Принц над картой лекарство себе подбирал.
Вдруг — дежурного звонкие красные краги.
— Герр штатгальтер, из Англии прибыл сигнал!
У Людовика шёл ритуал одеванья.
Пэры Франции передавали чулки.
— Территория — вот что сильнее голландий.
Мы в Германию двинем сегодня полки.
Да, Оранским уплатит история сдельно,
Но господствовал дрейфа зловещий мотив.
И вторая Армада стояла без дела,
Неспособная Англию освободить.
Где в чести паруса, как в семнадцатом веке,
Где воинственный флот — основной аргумент,
Там большую политику делает ветер.
«Протестантский» подул? Так лови же момент!
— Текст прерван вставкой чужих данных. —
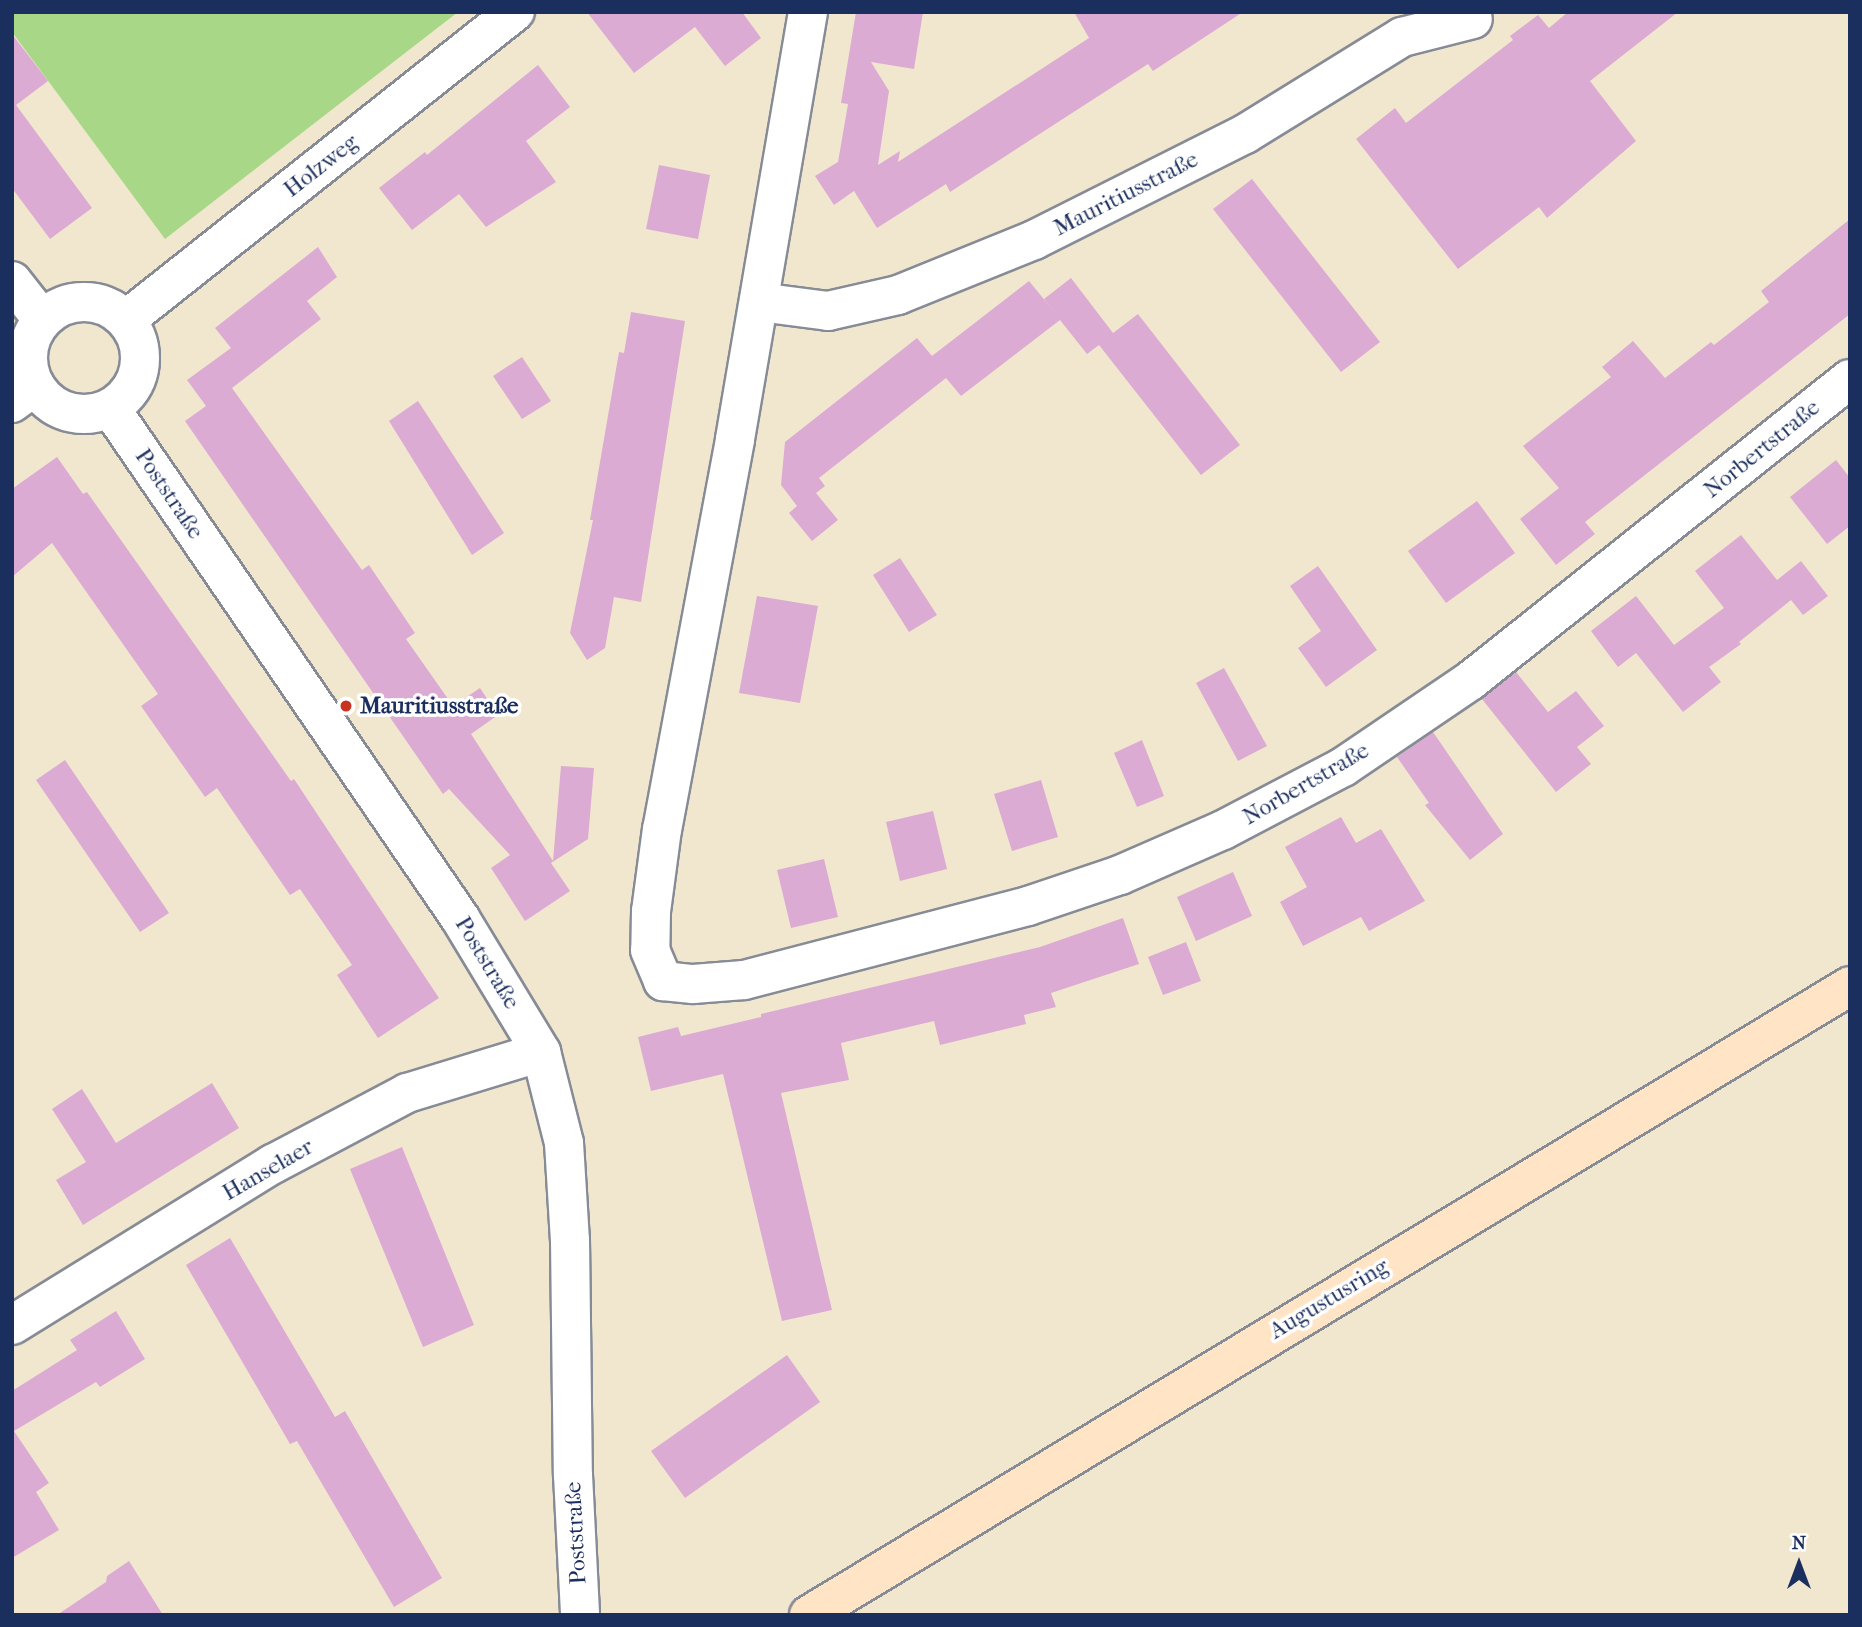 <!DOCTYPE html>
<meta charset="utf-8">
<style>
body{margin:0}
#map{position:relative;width:1862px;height:1627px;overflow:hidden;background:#f1e7ce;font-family:"IM FELL French Canon",serif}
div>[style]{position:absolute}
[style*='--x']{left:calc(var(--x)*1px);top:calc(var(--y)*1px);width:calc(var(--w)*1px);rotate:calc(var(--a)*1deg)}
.green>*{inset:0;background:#a8d887}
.building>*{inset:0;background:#dcabd3}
.roads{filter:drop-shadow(2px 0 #868b96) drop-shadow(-2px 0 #868b96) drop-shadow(0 2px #868b96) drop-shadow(0 -2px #868b96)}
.minor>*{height:38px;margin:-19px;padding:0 19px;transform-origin:19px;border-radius:19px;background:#fff}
.tertiary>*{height:38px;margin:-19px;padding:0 19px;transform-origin:19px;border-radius:19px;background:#fff}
.tertiary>.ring{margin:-19px;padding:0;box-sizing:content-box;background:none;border:38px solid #fff;border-radius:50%}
.secondary>*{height:38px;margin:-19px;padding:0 19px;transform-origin:19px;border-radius:19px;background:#ffe4c6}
.dots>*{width:19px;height:19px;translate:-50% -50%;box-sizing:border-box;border:4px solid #fff;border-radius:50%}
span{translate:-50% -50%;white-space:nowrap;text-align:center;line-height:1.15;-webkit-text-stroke:7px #fff;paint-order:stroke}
.street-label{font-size:23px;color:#1b2f5e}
.poi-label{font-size:23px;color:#1b2f5e;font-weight:700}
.left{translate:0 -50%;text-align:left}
.frame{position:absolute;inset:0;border:14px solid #1b2f5e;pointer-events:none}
.north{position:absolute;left:1764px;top:1529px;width:70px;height:70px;-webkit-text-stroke:5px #fff;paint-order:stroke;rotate:0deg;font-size:19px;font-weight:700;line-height:28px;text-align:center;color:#1b2f5e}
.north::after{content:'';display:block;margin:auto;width:24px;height:32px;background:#1b2f5e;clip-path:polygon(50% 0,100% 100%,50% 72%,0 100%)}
</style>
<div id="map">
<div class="green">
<div style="clip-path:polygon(12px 12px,458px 12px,165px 239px,12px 32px)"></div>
</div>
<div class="building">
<div style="clip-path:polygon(587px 12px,742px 12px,761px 38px,725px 66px,695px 27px,634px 73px)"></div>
<div style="clip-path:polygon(856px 12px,923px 12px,914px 69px,871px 62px,889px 91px,878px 165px,900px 151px,898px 162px,1089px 38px,1074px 12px,1243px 12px,1153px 71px,1148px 64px,950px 192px,946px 184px,877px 228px,854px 191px,834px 205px,815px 176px,838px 162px,848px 104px,841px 103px)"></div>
<div style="clip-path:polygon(1568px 12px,1678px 12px,1590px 81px,1636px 141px,1547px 218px,1539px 207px,1458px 269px,1356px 139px,1395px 108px,1406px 123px,1513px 40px,1510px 36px,1538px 15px,1549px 28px)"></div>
<div style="clip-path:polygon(12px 34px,48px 81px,16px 105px,92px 208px,50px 239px,12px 188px)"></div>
<div style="clip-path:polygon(538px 65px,570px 107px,526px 141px,556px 182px,486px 227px,459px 194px,412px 230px,379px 188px,425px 152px,427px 155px)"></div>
<div style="clip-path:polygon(659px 165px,710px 175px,698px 239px,646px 229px)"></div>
<div style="clip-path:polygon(1252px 179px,1380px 342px,1341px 372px,1213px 209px)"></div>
<div style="clip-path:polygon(1850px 219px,1850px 314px,1585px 522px,1595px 534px,1556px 565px,1520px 519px,1559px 488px,1523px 446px,1611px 377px,1602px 367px,1633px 341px,1665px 378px,1711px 342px,1714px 345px,1769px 302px,1761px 291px)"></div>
<div style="clip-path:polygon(318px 247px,337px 277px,307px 301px,321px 319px,232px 388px,362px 570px,369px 565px,415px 633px,406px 639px,453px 706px,480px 688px,498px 715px,471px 734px,553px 861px,561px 766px,594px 768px,588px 839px,551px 863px,570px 891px,525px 921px,491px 868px,510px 855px,449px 789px,443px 794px,185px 421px,206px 406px,187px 380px,231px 348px,215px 328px)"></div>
<div style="clip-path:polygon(1071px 278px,1113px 333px,1138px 314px,1240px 445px,1201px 475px,1099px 345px,1087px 354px,1060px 320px,961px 396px,946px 378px,819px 478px,825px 486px,816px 493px,838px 520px,812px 541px,789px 513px,797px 506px,781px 485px,785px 442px,917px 338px,932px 356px,1029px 281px,1056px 314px,1044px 299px)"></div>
<div style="clip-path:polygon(631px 312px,685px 321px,641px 602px,614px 597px,605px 648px,587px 660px,570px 633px,593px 520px,590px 520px,619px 352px,624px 353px)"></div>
<div style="clip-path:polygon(522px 357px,551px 401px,522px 419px,493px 376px)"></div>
<div style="clip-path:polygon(418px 401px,504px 533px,472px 555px,389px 421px)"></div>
<div style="clip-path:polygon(57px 457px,83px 494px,87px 492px,291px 781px,294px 779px,439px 998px,378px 1038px,337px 975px,352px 965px,300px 889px,290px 895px,217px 788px,205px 797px,141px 706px,158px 694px,52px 543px,12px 577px,12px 489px)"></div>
<div style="clip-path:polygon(1836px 460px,1850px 478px,1850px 526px,1827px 544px,1790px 497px)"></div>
<div style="clip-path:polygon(1477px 501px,1515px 553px,1446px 603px,1408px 551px)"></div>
<div style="clip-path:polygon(1741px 535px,1777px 580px,1801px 561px,1828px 596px,1803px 615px,1791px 600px,1739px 642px,1741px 644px,1709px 667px,1721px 682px,1683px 712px,1636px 653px,1618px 667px,1591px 631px,1636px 596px,1674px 645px,1724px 608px,1695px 571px)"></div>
<div style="clip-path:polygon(900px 558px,937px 615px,909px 632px,873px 575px)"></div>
<div style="clip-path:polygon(1318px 566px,1377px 650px,1326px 687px,1298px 648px,1321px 631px,1290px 586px)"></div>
<div style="clip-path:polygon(757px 596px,818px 606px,800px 703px,739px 693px)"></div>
<div style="clip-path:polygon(1224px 668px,1267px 746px,1238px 761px,1196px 683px)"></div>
<div style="clip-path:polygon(1516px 672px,1548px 712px,1576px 691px,1604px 726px,1577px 747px,1591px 764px,1556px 792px,1482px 699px)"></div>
<div style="clip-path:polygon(1433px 732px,1503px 834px,1470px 860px,1425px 805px,1429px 803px,1397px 757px)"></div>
<div style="clip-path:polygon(1142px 740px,1164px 796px,1137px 807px,1114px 753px)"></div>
<div style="clip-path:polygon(65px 760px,169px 913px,140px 932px,36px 780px)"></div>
<div style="clip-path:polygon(1041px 780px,1058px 837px,1012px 851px,994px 794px)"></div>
<div style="clip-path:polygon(933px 811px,947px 869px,900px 881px,886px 822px)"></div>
<div style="clip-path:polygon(1341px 817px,1356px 843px,1381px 829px,1425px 901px,1369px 931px,1361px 917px,1303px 946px,1280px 902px,1307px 887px,1285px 847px)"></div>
<div style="clip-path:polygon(824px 859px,838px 917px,791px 928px,777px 870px)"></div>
<div style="clip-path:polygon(1233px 872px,1252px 916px,1196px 941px,1177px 897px)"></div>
<div style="clip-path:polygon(1123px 918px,1139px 964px,1051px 993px,1056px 1007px,1024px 1015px,1026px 1024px,940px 1045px,934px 1021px,841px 1043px,849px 1080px,781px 1093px,832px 1310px,782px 1321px,723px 1074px,651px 1091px,638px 1037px,678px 1027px,681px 1036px,761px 1017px,761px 1014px,1040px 947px)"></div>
<div style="clip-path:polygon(1186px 942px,1201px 981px,1163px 995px,1148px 957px)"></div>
<div style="clip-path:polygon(212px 1083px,239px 1128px,83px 1225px,56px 1180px,86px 1162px,52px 1109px,82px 1089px,116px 1143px)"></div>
<div style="clip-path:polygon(402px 1147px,474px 1325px,423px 1347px,350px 1169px)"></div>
<div style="clip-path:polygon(230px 1238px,335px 1417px,345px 1411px,442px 1578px,394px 1607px,297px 1441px,290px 1444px,186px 1265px)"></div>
<div style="clip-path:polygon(116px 1311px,145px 1359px,100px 1387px,96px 1382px,14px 1431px,49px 1483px,36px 1492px,59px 1530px,12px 1558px,12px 1391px,77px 1350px,70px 1340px)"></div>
<div style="clip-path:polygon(787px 1355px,820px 1402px,685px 1498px,651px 1451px)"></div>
<div style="clip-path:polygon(129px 1561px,163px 1615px,57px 1615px,106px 1582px,107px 1576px)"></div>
</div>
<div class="roads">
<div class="minor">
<div style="--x:808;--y:12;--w:434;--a:99.7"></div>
<div style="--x:735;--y:440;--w:396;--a:100.6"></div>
<div style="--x:662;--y:829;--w:83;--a:97.6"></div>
<div style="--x:651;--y:911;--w:39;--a:91"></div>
<div style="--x:650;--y:950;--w:34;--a:67"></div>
<div style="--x:663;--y:981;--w:30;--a:6"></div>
<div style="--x:693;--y:984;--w:51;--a:-4.5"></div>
<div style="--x:744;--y:980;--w:293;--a:-14.6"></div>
<div style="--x:1028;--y:906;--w:97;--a:-18.6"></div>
<div style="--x:1120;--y:875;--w:112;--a:-23.6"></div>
<div style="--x:1223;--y:830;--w:136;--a:-27.7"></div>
<div style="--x:1343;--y:767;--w:153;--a:-34.1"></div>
<div style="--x:1470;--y:681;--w:485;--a:-38.5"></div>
<div style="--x:759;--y:302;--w:70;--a:7.4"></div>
<div style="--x:828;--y:311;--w:72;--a:-12.9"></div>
<div style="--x:898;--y:295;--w:147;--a:-22"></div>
<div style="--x:1034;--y:240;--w:236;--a:-26.7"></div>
<div style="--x:1245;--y:134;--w:185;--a:-31.7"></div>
<div style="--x:1402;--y:37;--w:73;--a:-14.2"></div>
<div style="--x:12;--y:403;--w:29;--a:-36"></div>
<div style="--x:12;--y:1325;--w:307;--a:-31.7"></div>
<div style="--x:273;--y:1164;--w:152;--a:-27.9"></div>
<div style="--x:407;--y:1093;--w:140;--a:-17"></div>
</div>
<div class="tertiary">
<div style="--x:12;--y:281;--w:48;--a:51.7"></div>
<div class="ring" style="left:28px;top:302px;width:74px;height:74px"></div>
<div style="--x:127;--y:319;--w:495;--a:-38.4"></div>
<div style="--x:111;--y:409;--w:617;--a:55.56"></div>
<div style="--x:460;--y:918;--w:157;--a:58.8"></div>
<div style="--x:541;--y:1052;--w:94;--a:75.8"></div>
<div style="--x:564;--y:1143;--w:97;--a:86.5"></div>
<div style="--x:570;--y:1240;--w:235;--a:89.3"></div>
<div style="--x:573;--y:1475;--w:140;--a:87.1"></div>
</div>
<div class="secondary">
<div style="--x:809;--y:1615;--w:1216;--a:-31.14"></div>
</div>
</div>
<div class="dots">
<div style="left:346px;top:706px;background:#c8321e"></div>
</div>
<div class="street-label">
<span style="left:321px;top:166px;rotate:-38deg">Holzweg</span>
<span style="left:1126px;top:194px;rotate:-27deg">Mauritiusstraße</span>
<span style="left:1762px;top:449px;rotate:-39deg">Norbertstraße</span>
<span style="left:169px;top:494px;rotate:56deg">Poststraße</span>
<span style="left:1306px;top:784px;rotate:-30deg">Norbertstraße</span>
<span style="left:487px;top:963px;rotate:59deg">Poststraße</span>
<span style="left:268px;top:1170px;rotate:-30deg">Hanselaer</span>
<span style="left:1329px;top:1299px;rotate:-31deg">Augustusring</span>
<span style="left:576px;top:1533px;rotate:-93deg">Poststraße</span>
</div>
<div class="poi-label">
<span class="left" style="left:360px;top:706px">Mauritiusstraße</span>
</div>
<div class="frame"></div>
<div class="north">N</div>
</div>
Благосклонно сегодня открытое море,
И штатгальтер Европе даёт шенкеля.
Родовитые виги, дородные тори,
Выходите встречать своего короля!
Был привычен тогда перевёрнутый мир,
Наполнялась последняя ванна Марата,
И в бессонные двери парижских квартир
Колотила латынь молодых адвокатов.
Австриячка шептала: «Сегодня, мой сын,
Ты узнаешь жестокий кулак санкюлота».
И версальское великолепье картин
Затмевалось картиной слепого полёта.
Теруань торопилась на встречу с Бриссо.
Нам понятен задор ослепительной фронды.
Злоба дня оседала солёной росой
На ресницах заведомо приговорённой.
Вот последний квартал. За углом — особняк.
Там свои. Там Бриссо. Там, конечно, помогут.
«Я за женщин Парижа. Актриса. Для вас я своя.»
И толкают подол онемевшие ноги
Ты единственной маске — свободе верна.
Фигуранток не любят дешёвые сводни.
Ты когда-то вела наших баб на Версаль?
Получай же сегодня за это по морде!
Получайте по морде, Дантон, Демулен,
Получайте по шее ножом гильотины.
Мы прогнали сегодня своих королей.
Покупайте кровавые георгины!
На колени, создатели ложных доктрин,
На колени движением блудного сына!
Кондорсе, Барбару, Петион, ДЭглантин
У малиновой смерти сегодня смотрины.
Тротуар Петрограда! Ты узок и прям.
В ноябре ты прицельно дождём изрешечен.
Ты велишь за тобою идти по пятам,
Подтверждая величие ранее шедших.
Всюду искрами выстрелы, флагов ботва
И осеннее небо холодным нейтралом.
Вновь за бритвы берётся сегодня братва,
И рассыпаны раны кровавым кораллом.
Ты в музее отдал якоря, броневик.
Ты всего лишь оружие прошлого века.
И залезть на тебя, чтобы речь говорить,
Надо быть, несомненно, смешным человеком.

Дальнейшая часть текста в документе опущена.